EDITOR’S NOTE:…transparent? Okay: before they were opaque and now they are minimally transparent – but only because Marshall Warren started videotaping meetings when D-64 balked after several requests. Now, if the Board and administration could only figure out how to provide 4th-ranked ISAT results to go with its 4th highest-paid adminstrators; or 25th-ranked ISAT results to go with its 25th highest-paid teachers.

wow!! … To 5:04pm- REALLY? Poor Sally Prior is underpaid with an estimated 6 million to be earned in retirement? If you don’t want to “support corporations with montrous pay and shameful rank and file pay”, why don’t you come down on the union bosses are stealing millions from the Teacher’s Retirement system?

and 8:45pm… what salary amount do you think is “fair”?

TWO EX-BOARD MEMEBRS! Go Figure!!!

The new CFC community coordinators are:

Ares Dalianis – A Park Ridge resident for 11 years, Mr.
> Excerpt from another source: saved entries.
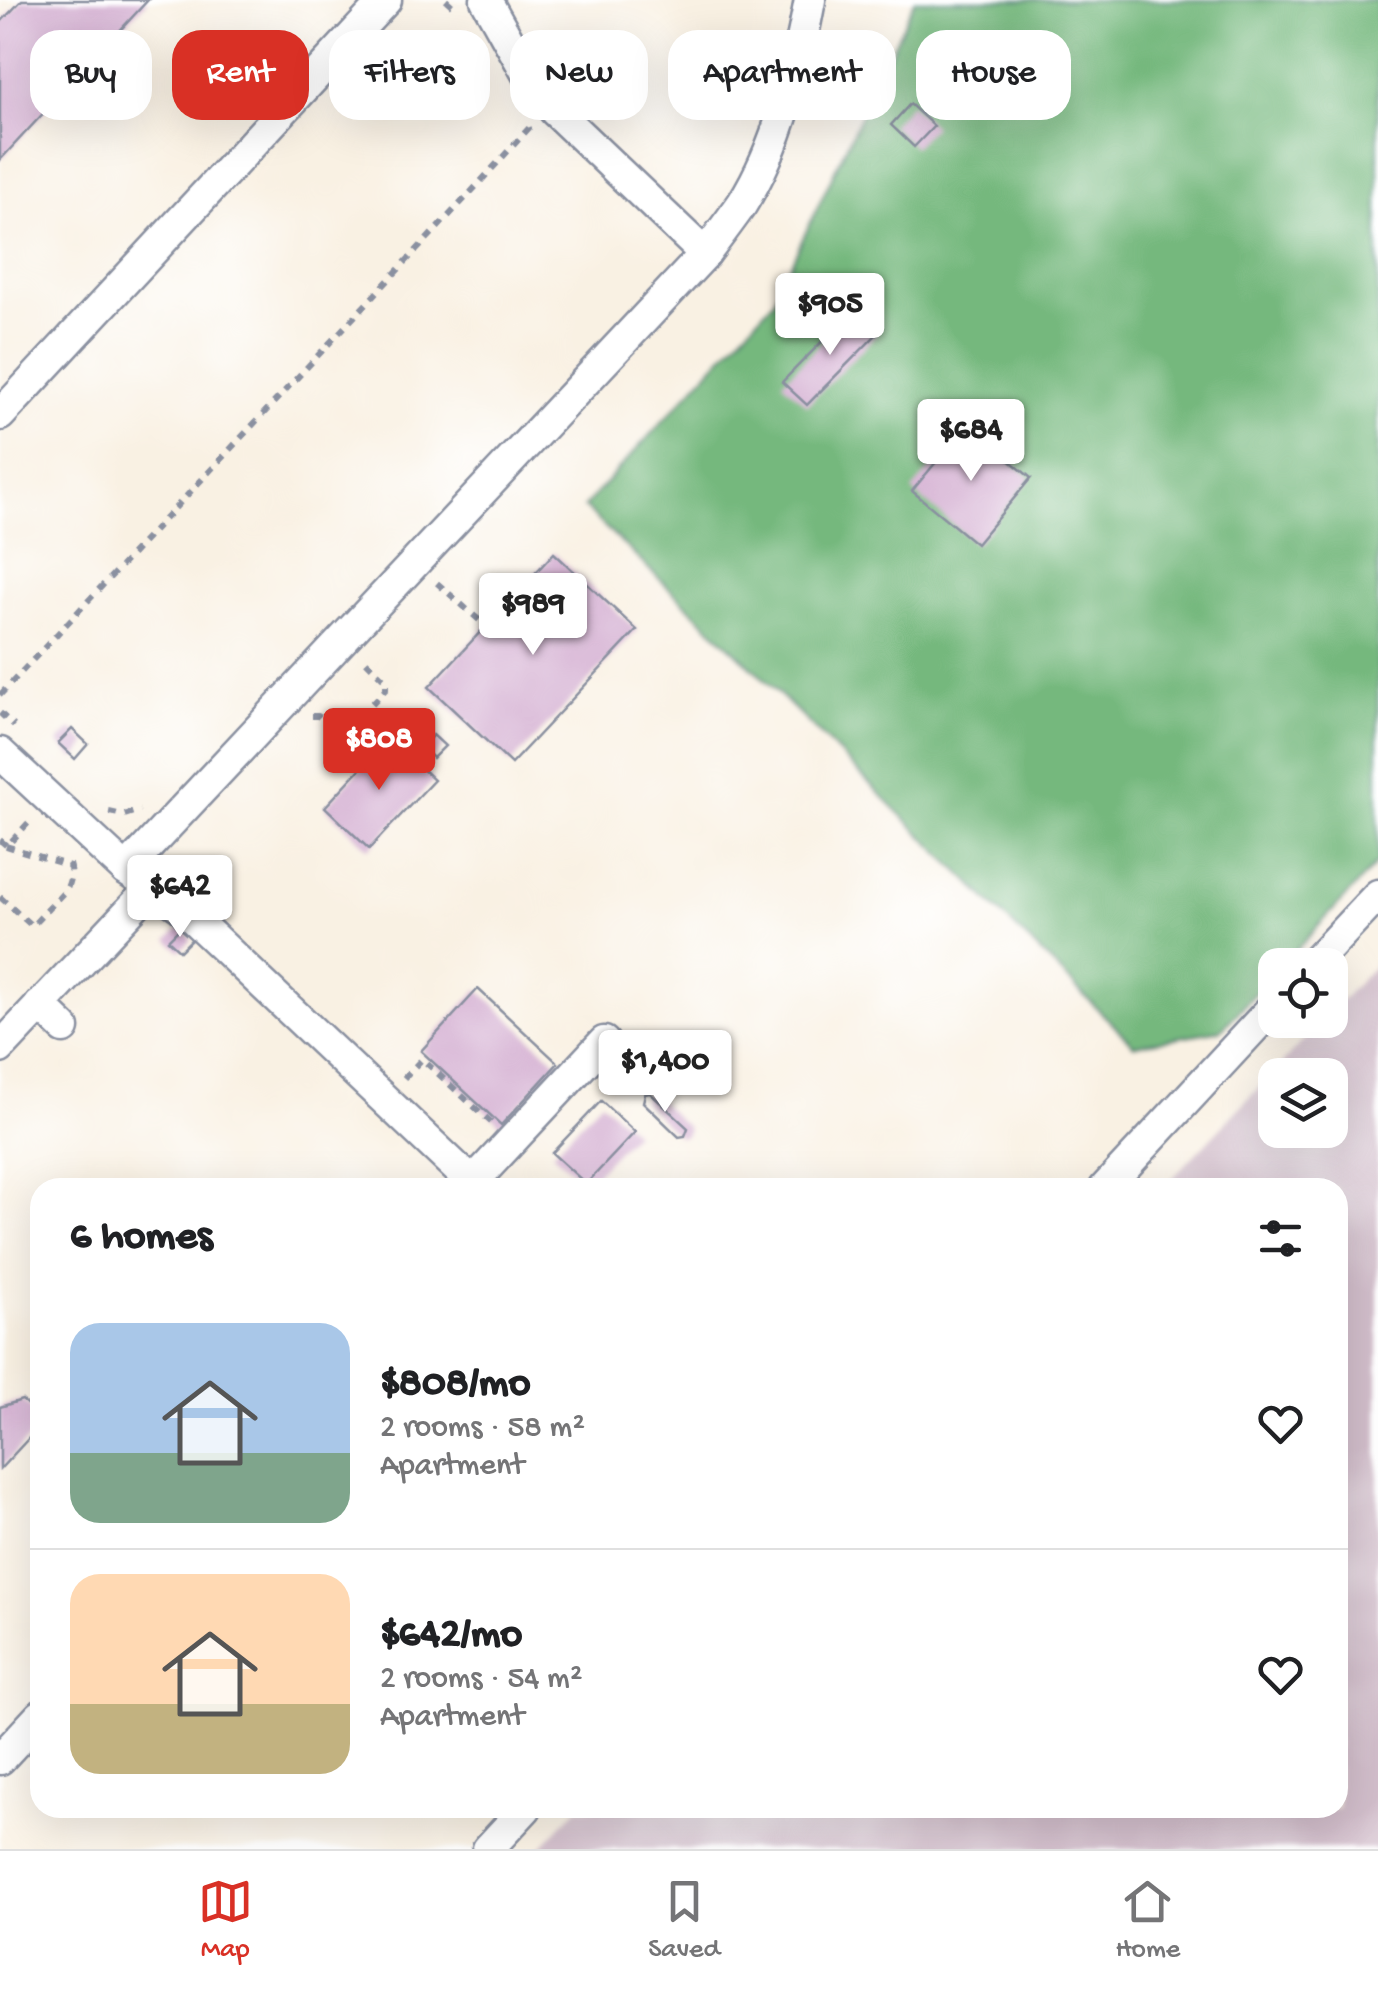 <!DOCTYPE html>
<html lang="en">
<head>
<meta charset="utf-8">
<style>
  body { margin:0; font-family:"Gochi Hand",sans-serif; background:#f6f6f6; color:#202124; height:100vh; display:flex; flex-direction:column; font-size:38px; white-space:nowrap }
  * { box-sizing:border-box; margin:0 }
  p { font-size:32px; color:#757577 }
  .icon { flex:none; width:55px; height:55px; fill:none; stroke:currentColor; stroke-width:2; stroke-linecap:round; stroke-linejoin:round }
  .map { position:relative; flex:1; overflow:hidden }
  .details { position:absolute; left:30px; top:1178px; width:1318px; height:640px; display:flex; flex-direction:column; background:#fff; border-radius:30px; box-shadow:0 10px 40px #0002 }
  .details>* { flex:none }
  .guide { position:absolute; left:30px; top:30px; width:1320px; height:90px; display:flex; gap:20px }
  .controls { position:absolute; left:1258px; top:948px; display:grid; gap:20px }
  .controls a { display:grid; place-items:center; width:90px; height:90px; border-radius:20px; background:#fff; box-shadow:0 10px 40px #0002; font-size:50px }
  .price { position:absolute; translate:-50% -85px; padding:0 22px; border-radius:10px; background:#fff; color:#222; font-size:32px; line-height:65px; filter:drop-shadow(0 2px 5px #0008) }
  .price::after { content:''; position:absolute; left:50%; top:60px; width:30px; height:22px; margin-left:-15px; background:inherit; clip-path:polygon(0 0,100% 0,50% 100%) }
  .price.active { background:#d93025; color:#fff }
  ul { padding:0; list-style:none }
  li { display:flex; align-items:center; gap:30px; height:250px; padding:0 40px }
  li+li { border-top:2px solid #e0e0e0 }
  li span { display:grid; place-items:center; flex:none; width:280px; height:200px; border-radius:30px; color:#555 }
  li>.icon { margin-inline-start:auto }
  span .icon { width:120px; height:120px; fill:#fffc; stroke-width:1 }
  li b { font-size:42px }
  h2 { display:flex; justify-content:space-between; align-items:center; height:120px; padding:0 40px; font-size:42px }
  .chip { padding:0 35px; border-radius:30px; background:#fff; box-shadow:0 10px 40px #0002; font-size:35px; line-height:90px }
  .chip.active { background:#d93025; color:#fff }
  .tabs { display:flex; justify-content:space-around; align-items:center; height:140px; border-top:2px solid #e0e0e0; background:#fff; font-size:28px; color:#757577 }
  .tabs a { display:grid; justify-items:center; gap:5px }
  .tabs .active { color:#d93025 }
  .map>svg:first-child { display:block }
</style>
</head>
<body>
<div class="map">
<svg width="1378" height="1849" viewBox="0 0 1378 1849">
  <rect width="100%" height="100%" fill="#fff"/>
  <filter id="ink" filterUnits="userSpaceOnUse"><feTurbulence type="fractalNoise" baseFrequency=".01" numOctaves="2"/><feDisplacementMap in="SourceGraphic" scale="20" xChannelSelector="R" yChannelSelector="G"/><feConvolveMatrix kernelMatrix="1 2 1 2 8 2 1 2 1" color-interpolation-filters="sRGB"/></filter>
  <filter id="wash" filterUnits="userSpaceOnUse"><feTurbulence type="fractalNoise" baseFrequency=".0048" numOctaves="4" result="noise"/><feDisplacementMap in="SourceGraphic" scale="40" xChannelSelector="R" yChannelSelector="G"/><feGaussianBlur stdDeviation="2.25" result="paint"/><feColorMatrix in="noise" values="0 0 0 0 0 0 0 0 0 0 0 0 0 0 0 0 0 1.4 0 .05"/><feComposite in="paint" operator="in"/></filter>
  <g filter="url(#wash)">
    <rect width="100%" height="100%" fill="#f9f1e3"/>
    <path fill="#d1bdca" fill-rule="evenodd" d="M1378,962V1849H539L578,1808H1338V1188L1164,1187L1323,1020H1330V1012ZM1275,1075H1330V1130H1275Z"/>
    <polygon fill="#74b87d" stroke="#48746e" stroke-width="2.5" points="915,0 1378,0 1378,862 1282,965 1275,965 1275,972 1221,1030 1134,1045 757,672 584,507 774,300"/>
    <g id="blocks">
      <g fill="#d4afd1">
        <polygon points="22,0 148,0 0,160 0,23"/>
        <polygon points="910,104 934,126 914,147 891,125"/>
        <polygon points="853,310 877,334 807,405 782,382"/>
        <polygon points="967,425 1031,478 976,544 912,491"/>
        <polygon points="554,553 637,630 511,764 429,687"/>
        <polygon points="72,729 88,744 75,759 58,743"/>
        <polygon points="433,735 445,746 433,758 422,747"/>
        <polygon points="389,738 434,780 369,849 325,807"/>
        <polygon points="180,928 192,939 180,951 168,940"/>
        <polygon points="478,989 558,1063 501,1125 421,1051"/>
        <polygon points="650,1093 688,1128 685,1136 679,1137 643,1102 645,1094"/>
        <polygon points="601,1101 635,1132 586,1184 552,1153"/>
        <polygon points="22,1400 40,1416 40,1426 0,1469 0,1407"/>
      </g>
    </g>
  </g>
  <g filter="url(#ink)">
    <use href="#blocks" fill-opacity="0" stroke="#8a90a0" stroke-width="2.5"/>
    <g fill="none" stroke-linecap="round" stroke-linejoin="round">
      <g stroke="#8a90a0" stroke-width="35">
        <g id="minor">
          <polyline points="486,0 529,77 555,111 705,254"/>
          <polyline points="0,415 386,0"/>
          <polyline points="0,753 126,870 181,907 478,1188"/>
          <path d="M126,870L705,254C717,238 730,221 742,204C780,144 797,69 810,0"/>
          <polyline points="1312,965 1378,895"/>
          <polyline points="40,1005 64,1028"/>
          <polyline points="0,1048 151,888"/>
          <polyline points="473,1182 604,1042"/>
          <polyline points="1105,1188 1275,1005"/>
          <polyline points="0,1759 40,1716"/>
          <polyline points="488,1849 526,1808"/>
        </g>
      </g>
      <g stroke="#8a90a0" stroke-width="6" stroke-dasharray="8 8" stroke-linecap="butt">
        <polyline points="446,0 456,9"/>
        <polyline points="437,583 486,626"/>
        <polyline points="0,695 471,192 529,128 528,126"/>
        <polyline points="0,713 14,726"/>
        <polyline points="312,716 318,716 336,733 343,734 386,689 386,681 366,661 366,657"/>
        <polyline points="109,812 124,815 140,810"/>
        <polyline points="0,840 7,846 30,821 33,823"/>
        <polyline points="6,846 70,866"/>
        <path d="M0,897L32,926L66,890C72,877 72,869 66,857"/>
        <polyline points="404,1078 422,1059 493,1124"/>
      </g>
      <use href="#minor" stroke="#fff" stroke-width="30"/>
    </g>
  </g>
</svg>
<div class="controls">
<a><svg class="icon" aria-label="locate" viewBox="0 0 24 24"><circle cx="12" cy="12" r="6"/><path d="M12 2v4M12 18v4M2 12h4M18 12h4"/></svg></a>
<a><svg class="icon" aria-label="layers" viewBox="0 0 24 24"><path d="M12 4l9 5-9 5-9-5zM3 14l9 5 9-5"/></svg></a>
</div>
<b class="price" style="left:830px;top:358px">$905</b>
<b class="price" style="left:971px;top:484px">$684</b>
<b class="price" style="left:533px;top:658px">$989</b>
<b class="price active" style="left:379px;top:793px">$808</b>
<b class="price" style="left:180px;top:940px">$642</b>
<b class="price" style="left:665px;top:1115px">$1,400</b>
<div class="guide">
<a class="chip">Buy</a>
<a class="chip active">Rent</a>
<a class="chip">Filters</a>
<a class="chip">New</a>
<a class="chip">Apartment</a>
<a class="chip">House</a>
</div>
<section class="details">
<h2>6 homes<svg class="icon" aria-label="filters" viewBox="0 0 24 24"><path d="M4 7h16M4 17h16"/><circle cx="9" cy="7" r="2"/><circle cx="15" cy="17" r="2"/></svg></h2>
<ul>
<li><span style="background:linear-gradient(#a9c7e8 65%,#7fa58c 0)"><svg class="icon" aria-label="home" viewBox="0 0 24 24"><path d="M3 11l9-7 9 7M6 9v11h12V9"/></svg></span><div><b>$808/mo</b><p>2 rooms · 58 m²</p><p>Apartment</p></div><svg class="icon" aria-label="heart" viewBox="0 0 24 24"><path d="M12 20l-8-8c-3-5 5-10 8-4 3-6 11-1 8 4z"/></svg></li>
<li><span style="background:linear-gradient(#ffd9b3 65%,#c2b280 0)"><svg class="icon" aria-label="home" viewBox="0 0 24 24"><path d="M3 11l9-7 9 7M6 9v11h12V9"/></svg></span><div><b>$642/mo</b><p>2 rooms · 54 m²</p><p>Apartment</p></div><svg class="icon" aria-label="heart" viewBox="0 0 24 24"><path d="M12 20l-8-8c-3-5 5-10 8-4 3-6 11-1 8 4z"/></svg></li>
</ul>
</section>
</div>
<nav class="tabs">
<a class="active"><svg class="icon" aria-label="map" viewBox="0 0 24 24"><path d="M3 6l6-2 6 2 6-2v14l-6 2-6-2-6 2zM9 4v14M15 6v14"/></svg>Map</a>
<a><svg class="icon" aria-label="saved" viewBox="0 0 24 24"><path d="M7 4h10v16l-5-4-5 4z"/></svg>Saved</a>
<a><svg class="icon" aria-label="home" viewBox="0 0 24 24"><path d="M3 11l9-7 9 7M6 9v11h12V9"/></svg>Home</a>
</nav>
</body>
</html>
Dalianis is an attorney specializing in education law, school finance and property assessment issue. He has been a resource for CFC since its inception in 2004 regarding his areas of expertise. He also served on the Board of Education in 2003-04. Mr. Dalianis has two children who are currently enrolled in District 64 schools.

Genie Taddeo – A Park Ridge resident for 19 years, Ms. Taddeo is a local realtor. She was a member of the Board of Education from 2005-11, serving as Vice President and Secretary. She also was the Board’s liaison to the Middle School Program Review, the Curriculum Council, the Facilities Committee, and the Elementary Learning Foundation among other assignments. In addition, she helped develop the District 64 Strategic Plan as a member of the Strategic Planning Team in 2009-10. Ms. Taddeo has a child currently enrolled in District 64, and one who has graduated from the District’s schools.

EDITOR’S NOTE: Round up the usual suspects.